TASK OBJECTIVE
Below are entries. Copy exactly the lines running from the line that holds "fill:none; stroke-linecap:round; stroke-linejoin:round" to the line that holds "<!-- green -->", with both ends included.

RECORDS SUPPLIED
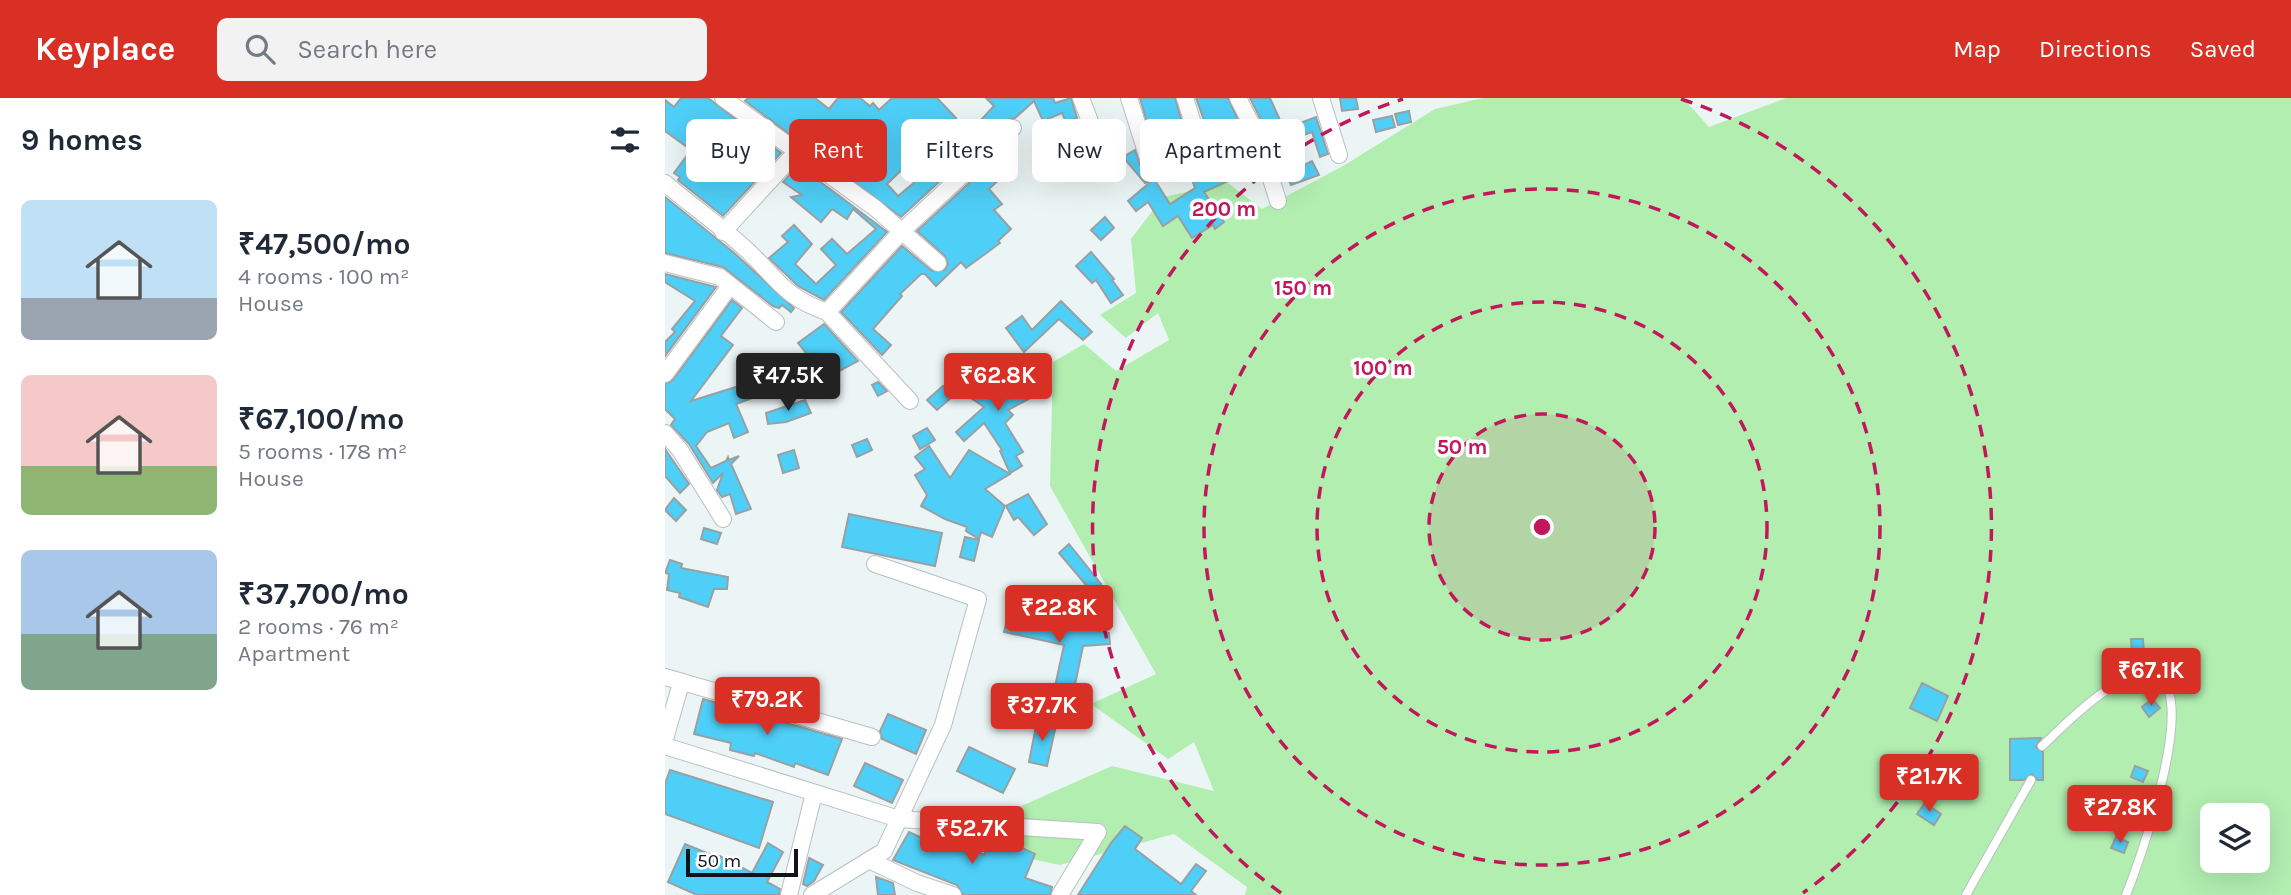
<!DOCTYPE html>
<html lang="en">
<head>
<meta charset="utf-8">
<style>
  :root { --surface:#fff; --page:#f2f2f3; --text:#1f2937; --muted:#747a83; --accent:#d93025 }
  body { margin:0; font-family:Karla,sans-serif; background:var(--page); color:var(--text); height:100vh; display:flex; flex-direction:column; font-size:26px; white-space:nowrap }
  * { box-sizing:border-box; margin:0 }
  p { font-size:23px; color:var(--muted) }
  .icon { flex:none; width:38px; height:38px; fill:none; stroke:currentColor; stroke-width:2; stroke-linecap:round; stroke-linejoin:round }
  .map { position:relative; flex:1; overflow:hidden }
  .side { display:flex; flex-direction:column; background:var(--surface); width:665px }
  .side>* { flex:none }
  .banner { position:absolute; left:21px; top:21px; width:665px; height:63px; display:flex; gap:14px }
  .buttons { position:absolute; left:1535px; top:705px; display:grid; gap:14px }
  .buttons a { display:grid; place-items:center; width:70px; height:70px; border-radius:10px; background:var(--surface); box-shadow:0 7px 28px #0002; font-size:35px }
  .scale { position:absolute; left:21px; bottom:18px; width:112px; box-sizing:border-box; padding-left:7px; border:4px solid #111414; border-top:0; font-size:19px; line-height:24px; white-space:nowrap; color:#111414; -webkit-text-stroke:5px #fff; paint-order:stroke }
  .price { position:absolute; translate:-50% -60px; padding:0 16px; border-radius:7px; background:var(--accent); color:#fff; font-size:23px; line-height:46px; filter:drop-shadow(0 2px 4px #0008) }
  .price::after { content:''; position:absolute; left:50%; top:42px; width:21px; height:16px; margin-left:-10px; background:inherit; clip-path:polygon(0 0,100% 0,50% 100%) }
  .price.selected { background:#222; color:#fff }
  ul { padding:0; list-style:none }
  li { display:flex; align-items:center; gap:21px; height:175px; padding:0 21px }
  li span { display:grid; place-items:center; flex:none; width:196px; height:140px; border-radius:10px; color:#555 }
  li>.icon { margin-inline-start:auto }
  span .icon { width:84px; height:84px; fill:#fffc; stroke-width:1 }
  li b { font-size:30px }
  h2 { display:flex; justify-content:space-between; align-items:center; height:84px; padding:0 21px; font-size:30px }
  .tag { padding:0 24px; border-radius:10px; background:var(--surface); box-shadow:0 7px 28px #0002; font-size:24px; line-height:63px }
  .tag.selected { background:var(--accent); color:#fff }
  header { display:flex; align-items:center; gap:42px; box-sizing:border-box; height:98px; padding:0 35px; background:var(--accent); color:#fff }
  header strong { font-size:33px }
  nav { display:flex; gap:38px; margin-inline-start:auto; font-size:24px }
  .search { width:490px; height:63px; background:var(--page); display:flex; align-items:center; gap:18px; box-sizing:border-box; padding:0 24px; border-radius:10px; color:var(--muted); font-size:26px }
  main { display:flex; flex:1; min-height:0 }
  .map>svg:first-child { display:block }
  .green { fill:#b1eeb0; fill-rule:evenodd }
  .building { fill:#4ecff8; stroke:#99a0a3; stroke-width:2 }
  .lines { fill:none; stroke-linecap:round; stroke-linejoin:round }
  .lane-casing { stroke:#b8c0c0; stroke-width:10 }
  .street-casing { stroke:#b8c0c0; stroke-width:18 }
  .lane { stroke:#fff; stroke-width:8 }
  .street { stroke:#fff; stroke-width:16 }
  .ring { fill:none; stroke:#c2185b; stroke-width:3.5; stroke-dasharray:12 9 }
  .centre { fill:#c2185b; stroke:#fff; stroke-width:3.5 }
  .ring-label { font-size:21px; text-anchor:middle; font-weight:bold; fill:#c2185b; stroke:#fff; stroke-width:7; stroke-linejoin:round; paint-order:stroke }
</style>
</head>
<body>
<header>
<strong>Keyplace</strong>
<div class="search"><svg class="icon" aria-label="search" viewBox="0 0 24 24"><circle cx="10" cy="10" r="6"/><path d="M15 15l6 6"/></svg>Search here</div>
<nav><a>Map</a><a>Directions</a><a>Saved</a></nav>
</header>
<main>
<section class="side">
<h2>9 homes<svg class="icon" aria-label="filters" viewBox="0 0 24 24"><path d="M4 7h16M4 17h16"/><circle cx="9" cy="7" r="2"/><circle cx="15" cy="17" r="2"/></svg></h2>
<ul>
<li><span style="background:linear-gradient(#bfe0f5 70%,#9aa5b1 0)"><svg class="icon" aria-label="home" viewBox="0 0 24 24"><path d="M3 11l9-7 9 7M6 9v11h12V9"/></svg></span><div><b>₹47,500/mo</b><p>4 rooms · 100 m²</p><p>House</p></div></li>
<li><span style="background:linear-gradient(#f6c9c9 65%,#8fb573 0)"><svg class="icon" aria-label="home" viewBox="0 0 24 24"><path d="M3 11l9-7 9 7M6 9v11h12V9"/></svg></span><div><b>₹67,100/mo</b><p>5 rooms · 178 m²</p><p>House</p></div></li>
<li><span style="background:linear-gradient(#a9c7e8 60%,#7fa58c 0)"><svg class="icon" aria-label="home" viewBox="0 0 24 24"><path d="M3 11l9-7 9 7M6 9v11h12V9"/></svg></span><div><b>₹37,700/mo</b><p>2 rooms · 76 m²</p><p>Apartment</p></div></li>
</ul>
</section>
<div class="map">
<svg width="1626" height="797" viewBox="0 0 1626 797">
  <rect width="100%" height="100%" fill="#ecf5f5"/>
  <!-- green -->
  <path class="green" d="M 818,0 L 1018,0 L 1044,29 L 1121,0 L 1626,0 L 1626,797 L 580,797 L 582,789 L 509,736 L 395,767 L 339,755 L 275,729 L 341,738 L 345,713 L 447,668 L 549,693 L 529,644 L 503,661 L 426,606 L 491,576 L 385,388 L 388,264 L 419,246 L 451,273 L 504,242 L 493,215 L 461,240 L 435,217 L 471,195 L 466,141 L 498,99 L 563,85 L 597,111 L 678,68 L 770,11 ZM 1547,718 L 1592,718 L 1592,763 L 1547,763 Z"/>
  <!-- building -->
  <g class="building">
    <polygon points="16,0 43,0 116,55 58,118 13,82 15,79 9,75 26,52 0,33 0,2 9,9"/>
    <polygon points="83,0 150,0 164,11 173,0 195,0 205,8 208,5 214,12 227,0 272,0 291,20 222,86 233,98 262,74 265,78 285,56 318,29 314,24 329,8 321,0 388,0 390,5 406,0 412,20 401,24 397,15 378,23 369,3 350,20 341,22 236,119 80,3"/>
    <polygon points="475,0 510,0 520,35 501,44 514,71 480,85 458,59 470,52 475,67 481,70 493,63"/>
    <polygon points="531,0 563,0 583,43 592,70 539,94 559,124 550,131 548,127 527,140 513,118 498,128 483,104 471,113 463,103 489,81 505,106 530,90 523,71 530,68 539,77 549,74 550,53"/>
    <polygon points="585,0 605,0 619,31 651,19 663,56 655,59 647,34 610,47 616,57 611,60 602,34"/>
    <polygon points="675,0 691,0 693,11 677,13"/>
    <polygon points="744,13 746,24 733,27 730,16"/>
    <polygon points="727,18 730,29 711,34 708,22"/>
    <polygon points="647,63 654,77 626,87 621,76"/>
    <polygon points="327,64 339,77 324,91 337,106 329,112 346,131 333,143 335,145 301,170 296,164 271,188 260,176 256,176 235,196 237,198 208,231 226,247 217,257 176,214 237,148 267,173 280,172 283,166 280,158 252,133"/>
    <polygon points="133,67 222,134 159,202 133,188 104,160 123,144 117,138 129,127 147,146 130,166 151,186 171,167 156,151 167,141 182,156 211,131 188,111 182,121 167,111 156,124 126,99 137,97 118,84"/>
    <polygon points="0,99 68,154 129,210 126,214 117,207 114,210 108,208 58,169 0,155"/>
    <polygon points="440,119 449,130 436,142 426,132"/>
    <polygon points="426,154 449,181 447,182 458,197 446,205 431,182 427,185 411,168"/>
    <polygon points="0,176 51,189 0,258 0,244 10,234 7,231 30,203 0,184"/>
    <polygon points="67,202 77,210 56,238 68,247 26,303 93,282 98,296 71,306 83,334 69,340 64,325 42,334 31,348 46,370 61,363 63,359 64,362 74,358 66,366 86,411 71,416 65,396 57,399 52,392 58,375 48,385 24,346 6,327 10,321 0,311 0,286 8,282"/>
    <polygon points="396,203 427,234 418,242 394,221 359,254 341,230 357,218 367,232"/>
    <polygon points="159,226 193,263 165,278 151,255 145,260 133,245"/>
    <polygon points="320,273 335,290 361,277 371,297 343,312 348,317 340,325 358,354 351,358 357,368 345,375 335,353 337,352 319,325 299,343 291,334 319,309 296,293"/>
    <polygon points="213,284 222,293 213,298 207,287"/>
    <polygon points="278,288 287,299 272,312 262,302"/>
    <polygon points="140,302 146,315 121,324 103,326 101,315"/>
    <polygon points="262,330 270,342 255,351 248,338"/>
    <polygon points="202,341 207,352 192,359 187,347"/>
    <polygon points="264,348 285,380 304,352 345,376 320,391 340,408 327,439 316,434 314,441 301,433 302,429 280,421 256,408 262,397 250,377 260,371 250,359"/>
    <polygon points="0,351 24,386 15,395 0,378"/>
    <polygon points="129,352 134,370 118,375 113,357"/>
    <polygon points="363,396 382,426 369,437 353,419 349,422 341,408"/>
    <polygon points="9,400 21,412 11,423 0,412"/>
    <polygon points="184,416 277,435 270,468 177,449"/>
    <polygon points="39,430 56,435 52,446 36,441"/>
    <polygon points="300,439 314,442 309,463 295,459"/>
    <polygon points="404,446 436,486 427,494 394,455"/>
    <polygon points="5,462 17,466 16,470 63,479 62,491 49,491 43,509 14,499 15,495 2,492 4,476 0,475"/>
    <polygon points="444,505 447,528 433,529 432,506"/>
    <polygon points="344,514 444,535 445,546 418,548 407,601 388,598 399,547 339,534"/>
    <polygon points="1466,541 1478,541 1479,554 1467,555"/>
    <polygon points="1257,585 1283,598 1272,623 1245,610"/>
    <polygon points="38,601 177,641 163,677 130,665 129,669 90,655 89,658 65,652 66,645 29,636"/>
    <polygon points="1487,601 1495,610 1484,619 1477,609"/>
    <polygon points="223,616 261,632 251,656 217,641 215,633"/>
    <polygon points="372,623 391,627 382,668 364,664"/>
    <polygon points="1376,640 1371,649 1378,654 1378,682 1372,682 1367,676 1359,682 1345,682 1345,641"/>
    <polygon points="304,649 350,671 338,695 292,673"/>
    <polygon points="200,665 238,682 227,705 189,688"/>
    <polygon points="1470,668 1483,673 1478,684 1466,679"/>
    <polygon points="5,672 108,704 94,750 0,716 0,686"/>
    <polygon points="1260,705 1276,716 1269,727 1252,716"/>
    <polygon points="460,728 477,740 470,751 516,786 531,766 541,773 526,793 531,797 413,797 446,745"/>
    <polygon points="244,734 261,742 265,734 283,738 319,757 326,741 350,752 351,747 370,756 360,780 387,789 385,797 298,797 292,787 228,762"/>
    <polygon points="1451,739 1463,744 1459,755 1446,750"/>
    <polygon points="103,745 118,754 102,784 115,791 114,797 32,797 3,784 20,746 54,760 55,758 87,775"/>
    <polygon points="144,760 158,767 149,783 142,788 138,786"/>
    <polygon points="211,779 228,785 230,797 213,797"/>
  </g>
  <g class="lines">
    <!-- lane casing -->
    <g class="lane-casing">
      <g id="lane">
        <path d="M 1377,648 C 1401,626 1451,572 1487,577 C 1539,585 1473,768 1461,797"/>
        <polyline points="1301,797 1366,682"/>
      </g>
    </g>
    <!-- street casing -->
    <g class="street-casing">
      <g id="street">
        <polyline points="58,0 210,110 273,165"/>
        <polyline points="416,0 431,39"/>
        <polyline points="464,0 483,60"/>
        <polyline points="520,0 541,67"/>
        <polyline points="573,0 593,39 613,103"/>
        <polyline points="656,0 674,57"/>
        <path d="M 0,85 C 28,109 59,130 85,155 C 115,184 120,199 162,214 L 237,133 L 348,30"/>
        <polyline points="58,134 132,53"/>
        <polyline points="0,165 55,179 111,224"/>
        <polyline points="162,214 245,303"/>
        <polyline points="0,276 65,188"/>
        <polyline points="0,335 15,352 58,421"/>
        <polyline points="0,579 207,639"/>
        <polyline points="0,641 16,585"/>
        <polyline points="0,648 234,721 433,734 395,797"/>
        <polyline points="204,762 252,785 288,797"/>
        <polyline points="124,797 149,695"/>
        <polyline points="147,797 219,753 278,627 313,501 210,466"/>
      </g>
    </g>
    <!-- lane -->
    <use href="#lane" class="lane"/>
    <!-- street -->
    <use href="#street" class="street"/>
  </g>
  <!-- distance rings -->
  <circle cx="877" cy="429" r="113" fill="#c2185b" fill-opacity=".12"/>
  <g class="ring">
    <circle cx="877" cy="429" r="113"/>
    <circle cx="877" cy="429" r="225"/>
    <circle cx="877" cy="429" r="338"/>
    <path d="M616 795A450 450 0 0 1 738 1M1016 1A450 450 0 0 1 1138 795"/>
  </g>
  <circle cx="877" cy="429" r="10" class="centre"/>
  <g class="ring-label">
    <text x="559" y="118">200 m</text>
    <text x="638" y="197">150 m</text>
    <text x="718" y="277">100 m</text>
    <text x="797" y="356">50 m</text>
  </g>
</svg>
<div class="buttons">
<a><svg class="icon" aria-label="layers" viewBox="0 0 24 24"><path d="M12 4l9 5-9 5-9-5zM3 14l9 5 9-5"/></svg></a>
</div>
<div class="scale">50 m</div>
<b class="price selected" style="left:123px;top:315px">₹47.5K</b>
<b class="price" style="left:333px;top:315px">₹62.8K</b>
<b class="price" style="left:394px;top:547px">₹22.8K</b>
<b class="price" style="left:1486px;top:610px">₹67.1K</b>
<b class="price" style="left:102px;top:639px">₹79.2K</b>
<b class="price" style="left:377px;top:645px">₹37.7K</b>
<b class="price" style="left:1264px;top:716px">₹21.7K</b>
<b class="price" style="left:1455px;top:747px">₹27.8K</b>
<b class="price" style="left:307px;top:768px">₹52.7K</b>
<div class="banner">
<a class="tag">Buy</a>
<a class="tag selected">Rent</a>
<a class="tag">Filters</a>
<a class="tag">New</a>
<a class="tag">Apartment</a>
</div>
</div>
</main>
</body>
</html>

EXERCISE RESPONSE
  .lines { fill:none; stroke-linecap:round; stroke-linejoin:round }
  .lane-casing { stroke:#b8c0c0; stroke-width:10 }
  .street-casing { stroke:#b8c0c0; stroke-width:18 }
  .lane { stroke:#fff; stroke-width:8 }
  .street { stroke:#fff; stroke-width:16 }
  .ring { fill:none; stroke:#c2185b; stroke-width:3.5; stroke-dasharray:12 9 }
  .centre { fill:#c2185b; stroke:#fff; stroke-width:3.5 }
  .ring-label { font-size:21px; text-anchor:middle; font-weight:bold; fill:#c2185b; stroke:#fff; stroke-width:7; stroke-linejoin:round; paint-order:stroke }
</style>
</head>
<body>
<header>
<strong>Keyplace</strong>
<div class="search"><svg class="icon" aria-label="search" viewBox="0 0 24 24"><circle cx="10" cy="10" r="6"/><path d="M15 15l6 6"/></svg>Search here</div>
<nav><a>Map</a><a>Directions</a><a>Saved</a></nav>
</header>
<main>
<section class="side">
<h2>9 homes<svg class="icon" aria-label="filters" viewBox="0 0 24 24"><path d="M4 7h16M4 17h16"/><circle cx="9" cy="7" r="2"/><circle cx="15" cy="17" r="2"/></svg></h2>
<ul>
<li><span style="background:linear-gradient(#bfe0f5 70%,#9aa5b1 0)"><svg class="icon" aria-label="home" viewBox="0 0 24 24"><path d="M3 11l9-7 9 7M6 9v11h12V9"/></svg></span><div><b>₹47,500/mo</b><p>4 rooms · 100 m²</p><p>House</p></div></li>
<li><span style="background:linear-gradient(#f6c9c9 65%,#8fb573 0)"><svg class="icon" aria-label="home" viewBox="0 0 24 24"><path d="M3 11l9-7 9 7M6 9v11h12V9"/></svg></span><div><b>₹67,100/mo</b><p>5 rooms · 178 m²</p><p>House</p></div></li>
<li><span style="background:linear-gradient(#a9c7e8 60%,#7fa58c 0)"><svg class="icon" aria-label="home" viewBox="0 0 24 24"><path d="M3 11l9-7 9 7M6 9v11h12V9"/></svg></span><div><b>₹37,700/mo</b><p>2 rooms · 76 m²</p><p>Apartment</p></div></li>
</ul>
</section>
<div class="map">
<svg width="1626" height="797" viewBox="0 0 1626 797">
  <rect width="100%" height="100%" fill="#ecf5f5"/>
  <!-- green -->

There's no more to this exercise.